Denn was sahen wir? Wir sahen den verkaterten Jürgen Drews, oben ohne, am Morgen des ersten Schultages seiner Tochter Joelina, für die zu Hause in Rorup bei Dülmen ein wahrer Geschenke-Altar aufgebaut worden war. Wir sahen Hund "Fienchen" beim Herumhoppeln und Auf-den-Teppich-Kacken, "Chaoten-Drews" (Selbstbezichtigung) im Bad ("Schatz, wo is'n Shampoo?") und beim Friseur ("Aber nur zwei Zentimeter!"). Wir wurden Zeugen des Augenblicks, da Ehefrau Ramona bislang unentdeckte Haare auf dem Rücken des Schlagersängers ("Iiiihh!") dingfest machte und waren dabei, als Drews verschlafen aus dem Bett stieg, im schwarzen Mini-G-String und immer irgendwas von "Scheiße!" brabbelnd.

Dramatischer Höhepunkt der Doku-Soap: die verschlossene Haustür auf Mallorca. Minutenlang durften wir zusehen, wie das Schloss klemmte. Es klemmte und es klemmte, bis es Ramona schließlich doch noch gelang, die Tür zu öffnen. Eine kafkaeske Metapher für Verlorenheit und Vergeblichkeit oder doch nur eine subtile Werbung für deutsche Fertigtüren vom Baumarkt? Wir wissen es nicht.

Als Hetero-Männer, Hobbyethnologen und Teilzeit-Gerontologen (Altersforscher) jedenfalls fiel uns, während wir aus purer Verzweiflung dem badischen Weißburgunder trocken vom Weingut Dr.
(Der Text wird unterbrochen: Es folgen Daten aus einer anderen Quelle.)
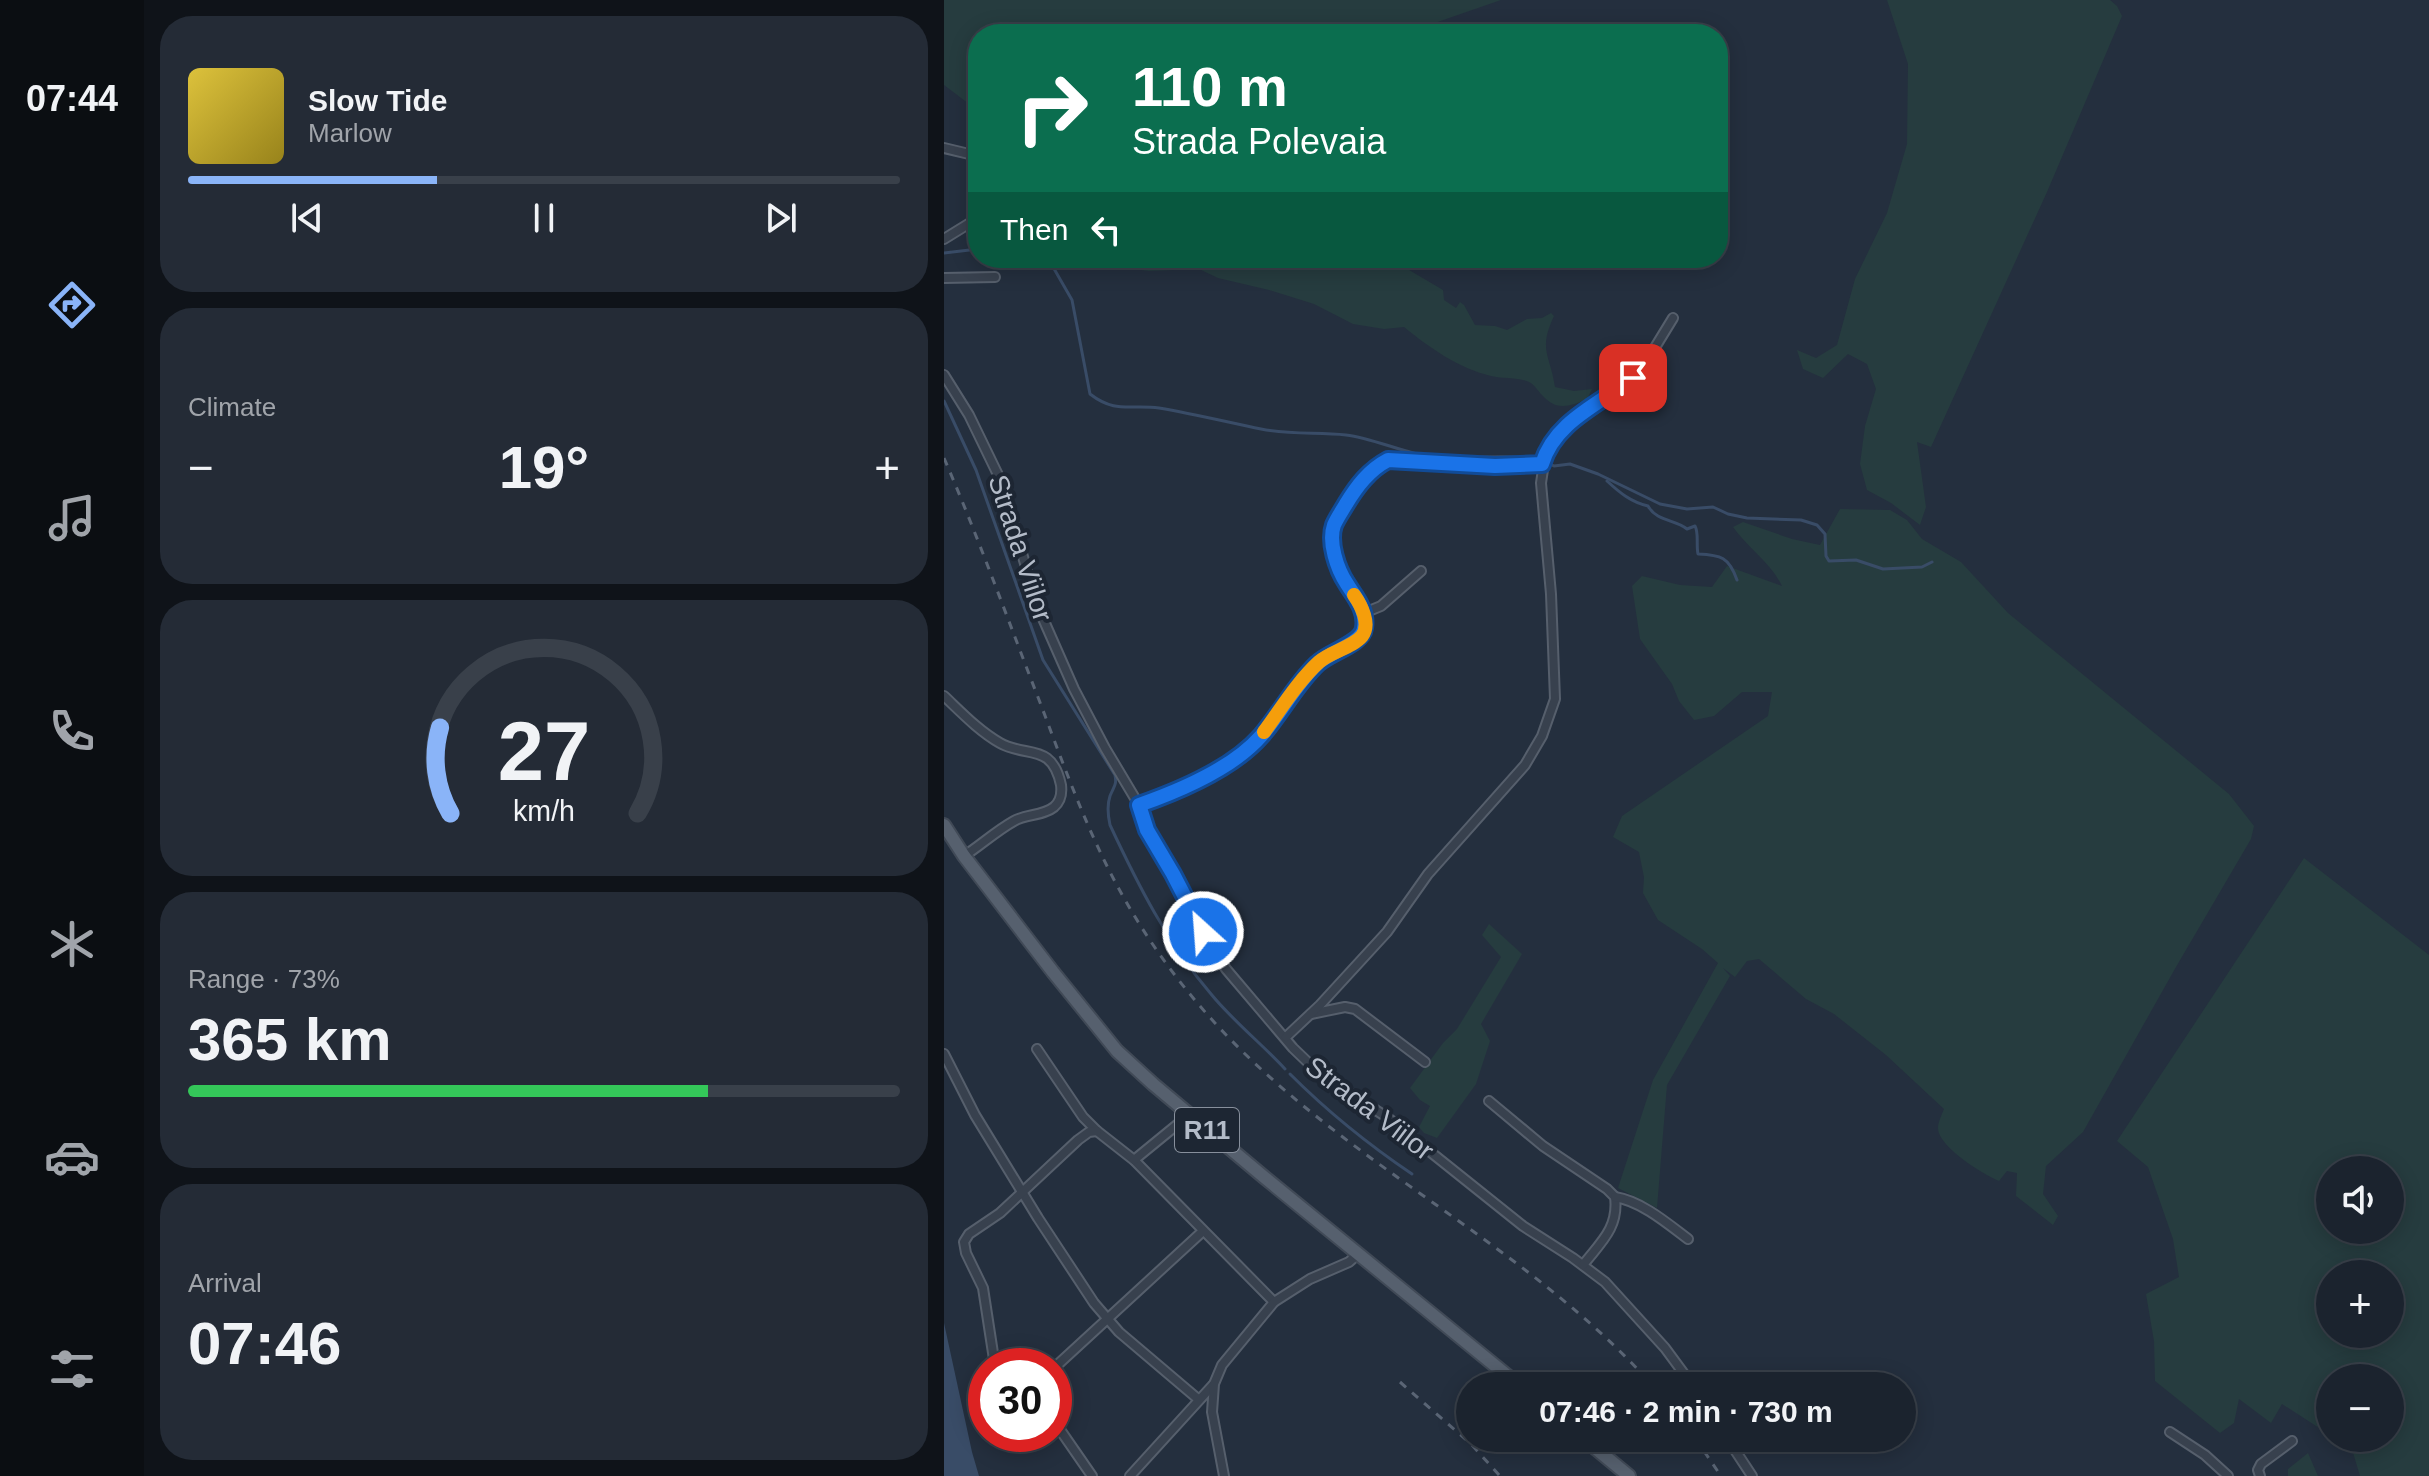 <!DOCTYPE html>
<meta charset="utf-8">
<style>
body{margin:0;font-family:Helvetica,sans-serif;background:#242b36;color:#f1f3f6;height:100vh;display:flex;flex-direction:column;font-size:30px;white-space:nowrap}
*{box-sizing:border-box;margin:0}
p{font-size:26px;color:#a0a4aa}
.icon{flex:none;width:44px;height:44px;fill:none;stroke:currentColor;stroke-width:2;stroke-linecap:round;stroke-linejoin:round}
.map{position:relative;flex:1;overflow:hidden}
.sheet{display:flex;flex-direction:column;gap:16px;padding:16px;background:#0f1319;width:800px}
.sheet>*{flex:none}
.top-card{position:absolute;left:24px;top:24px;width:760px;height:244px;border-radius:32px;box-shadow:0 4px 20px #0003,0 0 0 2px #39404a;background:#0b6e4f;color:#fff;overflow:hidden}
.controls{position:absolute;left:1372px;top:1156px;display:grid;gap:16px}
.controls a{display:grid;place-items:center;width:88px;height:88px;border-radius:50%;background:#1b232e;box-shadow:0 4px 20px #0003,0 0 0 2px #39404a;font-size:40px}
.speed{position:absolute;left:24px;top:1348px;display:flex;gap:16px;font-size:40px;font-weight:700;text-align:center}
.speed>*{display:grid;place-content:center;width:104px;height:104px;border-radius:50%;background:#1b232e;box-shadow:0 4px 20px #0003,0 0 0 2px #39404a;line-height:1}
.speed .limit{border:12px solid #d22;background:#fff;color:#111}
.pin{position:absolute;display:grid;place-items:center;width:68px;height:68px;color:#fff;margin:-34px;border-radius:16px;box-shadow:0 4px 12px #0006}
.me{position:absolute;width:88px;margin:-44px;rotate:334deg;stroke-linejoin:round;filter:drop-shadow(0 0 6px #0008)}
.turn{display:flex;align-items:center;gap:28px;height:168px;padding:0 32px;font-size:36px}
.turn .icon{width:104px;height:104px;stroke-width:2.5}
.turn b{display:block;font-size:56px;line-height:68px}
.then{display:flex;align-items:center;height:76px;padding:0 32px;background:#0003;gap:16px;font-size:30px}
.big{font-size:60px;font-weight:800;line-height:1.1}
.sheet .widget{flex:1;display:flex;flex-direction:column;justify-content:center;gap:12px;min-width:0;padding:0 28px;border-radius:32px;background:#242b36}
.sheet .dial{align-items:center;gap:0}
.dial svg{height:208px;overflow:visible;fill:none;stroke:#39404a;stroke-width:7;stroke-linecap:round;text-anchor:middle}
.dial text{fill:#f1f3f6;stroke:none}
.song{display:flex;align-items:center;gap:24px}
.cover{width:96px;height:96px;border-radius:12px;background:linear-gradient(135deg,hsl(50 70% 55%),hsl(50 70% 35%))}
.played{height:8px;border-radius:4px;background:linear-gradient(90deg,#8ab4f8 35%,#39404a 35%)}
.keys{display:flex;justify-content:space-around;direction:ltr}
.heat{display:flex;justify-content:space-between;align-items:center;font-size:44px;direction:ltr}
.charge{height:12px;border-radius:6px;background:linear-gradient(90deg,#34c759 73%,#39404a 0)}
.trip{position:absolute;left:512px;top:1372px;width:460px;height:80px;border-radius:40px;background:#1b232e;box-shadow:0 4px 20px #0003,0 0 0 2px #39404a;font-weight:800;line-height:80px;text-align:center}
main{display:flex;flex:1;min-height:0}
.tabs{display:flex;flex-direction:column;width:144px;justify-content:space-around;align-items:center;background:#0b0e12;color:#a0a4aa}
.tabs .icon{width:56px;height:56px}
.tabs .on{color:#8ab4f8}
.tabs b{font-size:36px;color:#f1f3f6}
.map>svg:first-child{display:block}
.green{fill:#263c3f;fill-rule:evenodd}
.water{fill:#394c67}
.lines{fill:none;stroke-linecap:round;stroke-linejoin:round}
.stream{stroke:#394c67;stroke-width:3}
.street-casing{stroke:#565f6c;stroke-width:12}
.primary-casing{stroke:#414a57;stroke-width:16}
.street{stroke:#38414e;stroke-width:8}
.primary{stroke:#56606e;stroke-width:12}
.rail{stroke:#5a6575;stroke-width:3;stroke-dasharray:8 8;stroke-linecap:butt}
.route-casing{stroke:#114b97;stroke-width:20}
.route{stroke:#1a73e8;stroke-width:14}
.slow{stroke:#f59e0b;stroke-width:14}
.labels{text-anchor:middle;stroke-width:8;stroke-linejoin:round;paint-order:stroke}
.shield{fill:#1d2633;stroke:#878f9c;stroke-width:2}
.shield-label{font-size:26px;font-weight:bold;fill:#b4bcc9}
.street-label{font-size:28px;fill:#b4bcc9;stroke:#1d2633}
</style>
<main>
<nav class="tabs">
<b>07:44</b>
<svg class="icon on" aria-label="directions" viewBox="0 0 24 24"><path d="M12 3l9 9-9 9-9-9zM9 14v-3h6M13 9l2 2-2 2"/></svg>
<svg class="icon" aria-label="music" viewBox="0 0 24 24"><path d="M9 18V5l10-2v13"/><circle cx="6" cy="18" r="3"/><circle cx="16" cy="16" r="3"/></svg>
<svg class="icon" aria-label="phone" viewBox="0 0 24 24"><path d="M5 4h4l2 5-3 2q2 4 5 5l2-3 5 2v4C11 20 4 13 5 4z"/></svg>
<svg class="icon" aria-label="climate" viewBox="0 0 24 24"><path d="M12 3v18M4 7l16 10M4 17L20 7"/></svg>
<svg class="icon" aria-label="car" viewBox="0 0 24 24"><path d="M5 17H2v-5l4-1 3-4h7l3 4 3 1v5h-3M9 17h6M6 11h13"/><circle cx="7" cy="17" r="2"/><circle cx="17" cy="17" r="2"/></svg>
<svg class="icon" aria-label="filters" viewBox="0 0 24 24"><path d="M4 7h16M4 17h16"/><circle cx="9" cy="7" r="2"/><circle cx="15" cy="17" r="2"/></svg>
</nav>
<section class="sheet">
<div class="widget">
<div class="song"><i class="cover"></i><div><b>Slow Tide</b><p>Marlow</p></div></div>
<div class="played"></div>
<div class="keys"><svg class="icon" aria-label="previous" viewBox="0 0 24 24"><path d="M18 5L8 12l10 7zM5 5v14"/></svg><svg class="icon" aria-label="pause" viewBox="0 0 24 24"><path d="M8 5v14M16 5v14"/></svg><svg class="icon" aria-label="next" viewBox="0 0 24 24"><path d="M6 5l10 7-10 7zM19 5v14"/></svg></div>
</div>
<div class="widget"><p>Climate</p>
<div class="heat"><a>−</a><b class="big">19°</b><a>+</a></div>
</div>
<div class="widget dial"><svg viewBox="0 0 100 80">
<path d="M14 69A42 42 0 1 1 86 69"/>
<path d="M14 69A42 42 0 0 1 10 36" stroke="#8ab4f8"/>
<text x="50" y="56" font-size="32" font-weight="700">27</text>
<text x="50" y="72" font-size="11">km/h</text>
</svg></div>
<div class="widget"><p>Range · 73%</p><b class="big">365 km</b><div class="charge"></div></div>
<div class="widget"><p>Arrival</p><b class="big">07:46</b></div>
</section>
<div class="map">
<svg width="1485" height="1476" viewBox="0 0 1485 1476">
<rect width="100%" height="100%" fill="#242f3e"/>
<g class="green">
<path d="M 0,0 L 557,0 L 459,34 L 34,34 L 33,110 L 0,85 Z"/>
<path d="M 943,0 L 1166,0 L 1173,6 L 1178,16 L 1103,192 L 987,447 L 973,442 L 982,507 L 976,525 L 947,503 L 923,490 L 916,464 L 921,426 L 932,389 L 923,364 L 904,354 L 879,378 L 859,369 L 853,350 L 872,358 L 893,345 L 911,279 L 943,213 L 963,144 L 964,64 Z"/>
<path d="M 110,258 L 454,258 L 460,267 L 499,290 L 500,300 L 512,308 L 516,302 L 520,305 L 531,325 L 551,326 L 563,330 L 583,319 L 598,318 L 607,313 L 610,316 C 594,350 606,354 611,387 L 630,391 L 648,389 L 643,399 C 625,407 612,411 598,395 C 594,391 590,384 585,382 C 574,377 559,379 547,376 C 514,368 486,348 460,327 L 440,329 L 409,324 L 370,304 L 325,290 L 274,278 L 255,269 L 205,271 L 189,269 L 156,269 L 125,265 Z"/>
<path d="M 896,509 L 946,510 L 963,520 L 978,539 L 1017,562 L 1064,613 L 1285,794 L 1310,826 L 1307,839 L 1232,967 L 1139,1132 L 1102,1166 L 1099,1194 L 1114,1216 L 1109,1225 L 1072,1196 L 1073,1173 L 1063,1171 L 1055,1181 C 1039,1174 994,1147 994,1128 C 994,1122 998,1114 1000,1109 L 942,1055 L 890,1014 L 862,999 L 815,959 L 803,961 L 791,977 L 779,968 L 786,976 L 723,1085 L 713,1208 L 674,1188 L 709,1080 L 774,963 L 758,949 L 714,920 L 699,893 L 700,877 L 695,852 L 669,837 L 678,816 L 824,716 L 828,692 L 798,692 L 770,716 L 750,720 L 735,701 L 728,684 L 696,639 L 688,586 L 698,576 L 736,585 L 768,587 L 783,566 L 838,586 C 827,563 804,548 789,527 L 799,522 L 848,539 L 876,545 Z"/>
<path d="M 1360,858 L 1485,955 L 1485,1476 L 1416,1476 L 1407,1446 L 1392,1438 L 1446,1438 L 1446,1378 L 1386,1378 L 1386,1435 L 1338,1404 L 1327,1423 L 1295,1399 L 1290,1423 L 1276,1433 L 1211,1381 L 1210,1341 L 1202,1294 L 1235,1277 L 1229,1239 L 1204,1167 L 1173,1141 ZM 1386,1170 L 1446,1170 L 1446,1230 L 1386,1230 ZM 1386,1274 L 1446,1274 L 1446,1334 L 1386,1334 Z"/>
<path d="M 545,924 L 578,954 L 537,1024 L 546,1041 L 532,1084 L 493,1138 L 480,1133 L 475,1127 L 486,1106 L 476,1100 L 466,1088 L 499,1043 L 513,1029 L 557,957 L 538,935 Z"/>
<path d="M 1364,1453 L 1374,1476 L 1344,1476 L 1344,1469 Z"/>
</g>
<path class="water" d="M 0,1323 L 28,1452 L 35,1476 L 0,1476 Z"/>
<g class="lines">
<g class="stream">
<path d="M 0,253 L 34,249"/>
<path d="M 97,258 L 105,260 L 128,300 L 146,394 C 172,414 186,404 215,408 C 250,414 283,422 317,429 C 345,435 374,432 402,435 C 434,439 464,456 497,457 C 530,458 562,455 594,458"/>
<path d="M 0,401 L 32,470 L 99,660 L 171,775 C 173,785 170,786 166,796 C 163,805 164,816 166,825 C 194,885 224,944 267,994 C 288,1020 318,1044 341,1069"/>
<path d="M 606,464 L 610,466 L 626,464 L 654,474 L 716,504 L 743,509 L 769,507 L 784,514 L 803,518 L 857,520 L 873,525 L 881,534 L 882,556 L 885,561 L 912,560 L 939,569 L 978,567 L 988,562"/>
<path d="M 663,481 C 676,493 687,502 704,506 C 713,522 731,519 743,529 L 751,526 C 755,533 752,545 754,554 C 777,555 785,557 793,580"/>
<path d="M 346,1074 C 383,1111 425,1145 468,1174"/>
</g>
<defs>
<g id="street">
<path d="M 0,148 L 25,154 L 34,160"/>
<path d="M 0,239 L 34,218"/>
<path d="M 0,278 L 51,277"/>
<path d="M 0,375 L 25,415 L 57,481 L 93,605 L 130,689 L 161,748 L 195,805 L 203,830 L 229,874 L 264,940 L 282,969 L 349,1048 L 375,1073 L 444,1118 L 579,1226 L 629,1258 L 661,1282 L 721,1348 L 749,1386"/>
<path d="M 420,613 L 437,606 L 477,571"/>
<path d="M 0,696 C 18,713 35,731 56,743 C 82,758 108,742 117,785 C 118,793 117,801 110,807 C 99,816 82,814 70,821 C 52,831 37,845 20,856"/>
<path d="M 195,805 C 234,792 289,768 317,736 C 337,713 351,685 373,664 C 385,652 418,644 420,628 C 423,611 411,597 403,584 C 393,569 383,542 390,525 C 393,518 398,511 402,504 C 413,486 425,470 444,460 L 551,466 L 598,464"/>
<path d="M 367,1014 L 401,1007 L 411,1009 L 481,1062"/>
<path d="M 342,1037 L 376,1005 L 443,932 L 484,874 L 581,765 L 598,736 L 611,699 L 607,594 L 597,483 L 601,456 L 610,439 L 623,425 L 681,384 L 696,372 L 729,318"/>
<path d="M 93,1049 L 139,1117 L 153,1131 L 190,1160 L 330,1302"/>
<path d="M 0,1054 L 31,1115 L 94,1218 L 150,1303 L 175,1332 L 254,1399"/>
<path d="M 545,1101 L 599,1146 L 663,1189 L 671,1197 C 675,1228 656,1243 639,1265"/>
<path d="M 190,1160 L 245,1115"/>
<path d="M 671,1197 C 697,1201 723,1223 744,1239"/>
<path d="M 51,1366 L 39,1288 L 22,1253 L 20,1242 L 25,1234 L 56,1213 L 134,1140 L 145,1132 L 153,1131"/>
<path d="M 110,1368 L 259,1231"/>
<path d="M 110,1421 L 148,1476"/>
<path d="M 1226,1432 L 1261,1455 L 1284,1476"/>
<path d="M 783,1438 L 808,1476"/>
<path d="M 186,1476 L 269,1385"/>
<path d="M 280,1476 L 268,1412 L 270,1384 L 278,1365 L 330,1302 L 366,1279 L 405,1262 L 414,1254"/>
<path d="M 1316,1476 L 1314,1470 L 1317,1464 L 1348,1441"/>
</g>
<g id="primary">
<path d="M 0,825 L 20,856 L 109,972 L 173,1051 L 209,1084 L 320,1177 L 576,1386"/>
<path d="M 639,1438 L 685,1476"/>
</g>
</defs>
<use href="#street" class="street-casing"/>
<use href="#primary" class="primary-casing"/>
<use href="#street" class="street"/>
<use href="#primary" class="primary"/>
<g class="rail">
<path d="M 0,458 C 35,539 65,623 97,705 C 118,761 139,819 166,872 C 200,939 245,999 298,1051 C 425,1176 590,1252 709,1386"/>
<path d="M 456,1382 L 527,1444 L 556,1476"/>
<path d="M 751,1438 L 777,1476"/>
</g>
</g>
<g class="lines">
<defs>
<path id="route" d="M 259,932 L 229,874 L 203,830 L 195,805 C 235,791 289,768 317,736 C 337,713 351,685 373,664 C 385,652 418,644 420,628 C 423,610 411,597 403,584 C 393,569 384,542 390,525 C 393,518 398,511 402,504 C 413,486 425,470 444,460 L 551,466 L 598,464 C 611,421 656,404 689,378"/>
</defs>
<use href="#route" class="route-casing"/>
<use href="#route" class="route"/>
<path class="slow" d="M 320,732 C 337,709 354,681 375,662 C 386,652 409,647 418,636 C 427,624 417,605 410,595"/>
</g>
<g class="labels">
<rect class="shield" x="231" y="1108" width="64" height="44" rx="6"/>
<g class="shield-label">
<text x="263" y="1139">R11</text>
</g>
<g class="street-label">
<text transform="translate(77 548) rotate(72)" y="10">Strada Viilor</text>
<text transform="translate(426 1108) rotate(37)" y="10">Strada Viilor</text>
</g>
</g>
</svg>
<div class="controls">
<a><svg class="icon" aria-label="sound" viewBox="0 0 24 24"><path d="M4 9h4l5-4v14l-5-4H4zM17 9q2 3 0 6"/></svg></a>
<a>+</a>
<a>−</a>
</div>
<div class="speed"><div class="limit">30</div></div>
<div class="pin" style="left:689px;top:378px;background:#d93025"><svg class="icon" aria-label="arrive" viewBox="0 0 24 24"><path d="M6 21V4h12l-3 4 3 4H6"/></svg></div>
<svg class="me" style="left:259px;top:932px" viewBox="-20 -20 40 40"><circle r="17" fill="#1a73e8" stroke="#fff" stroke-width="3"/><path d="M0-11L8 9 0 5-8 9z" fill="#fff"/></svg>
<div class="trip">07:46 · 2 min · 730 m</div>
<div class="top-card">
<div class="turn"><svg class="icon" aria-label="right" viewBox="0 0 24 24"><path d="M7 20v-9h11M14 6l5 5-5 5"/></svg><div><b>110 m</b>Strada Polevaia</div></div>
<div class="then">Then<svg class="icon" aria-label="left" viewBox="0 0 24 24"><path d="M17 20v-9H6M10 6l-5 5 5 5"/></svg></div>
</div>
</div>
</main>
Schneider nur umso heftiger zusprachen, wieder einmal der Kontrast der Geschlechter auf: Während die blonde Ramona mit der Modelfigur, trotz sichtbarer chirurgischer Eingriffe im oberen Körperbereich, immerhin auf einen guten Gesamteindruck achtet, folgt Drews der klassischen Männer-Maxime, die lautet: Ich sehe eigentlich immer noch so geil aus wie mit fünfundzwanzig! Mit fünfundfünfzig aber, das sollte ihm jemand sagen, sieht er in Wirklichkeit aus wie eine alte Indianer-Squaw.

Was also haben wir gesehen? Schon am nächsten Morgen wissen wir es nicht mehr genau. Auch die spärlichen Notizen sind da keine rechte Hilfe mehr, Strohhalme in der Wüste des Sehens. Es könnte aber sein, dass wir Zeugen einer historischen Zäsur geworden sind. In der nun allseits verabschiedeten so genannten "Spaßgesellschaft" der Neunziger sollten die Zuschauer noch unterhalten und vom allgemeinen Elend der Welt abgelenkt werden.

Mit der Doku-Soap "Die Drews" ist ein neues Zeitalter angebrochen. Hier wird das Publikum derart mit dem grenzenlosen Jammer der menschlichen Existenz konfrontiert, dass sich ein kathartischer Effekt einstellen könnte: Wie wunderschön und aufregend, so mag es der Brust unzähliger Zuschauer und Zuschauerinnen zwischen Bamberg und Bottrop entfleuchen, wie intensiv und sinnerfüllt ist doch unser eigenes Leben!

Nur Theodor W. Adorno, lebte er noch, hätte auch daran wieder negativistisch herumgekrittelt. An einen Freund schrieb er einst, "dass der Begriff des Lebens selber als einer aus sich selbst entfaltenden und sinnvollen Einheit gar keine Realität mehr hat".

Da aber, meinen wir, kann er wirklich nur, im antizipatorischen Vorgriff, von Jürgen Drews gesprochen haben.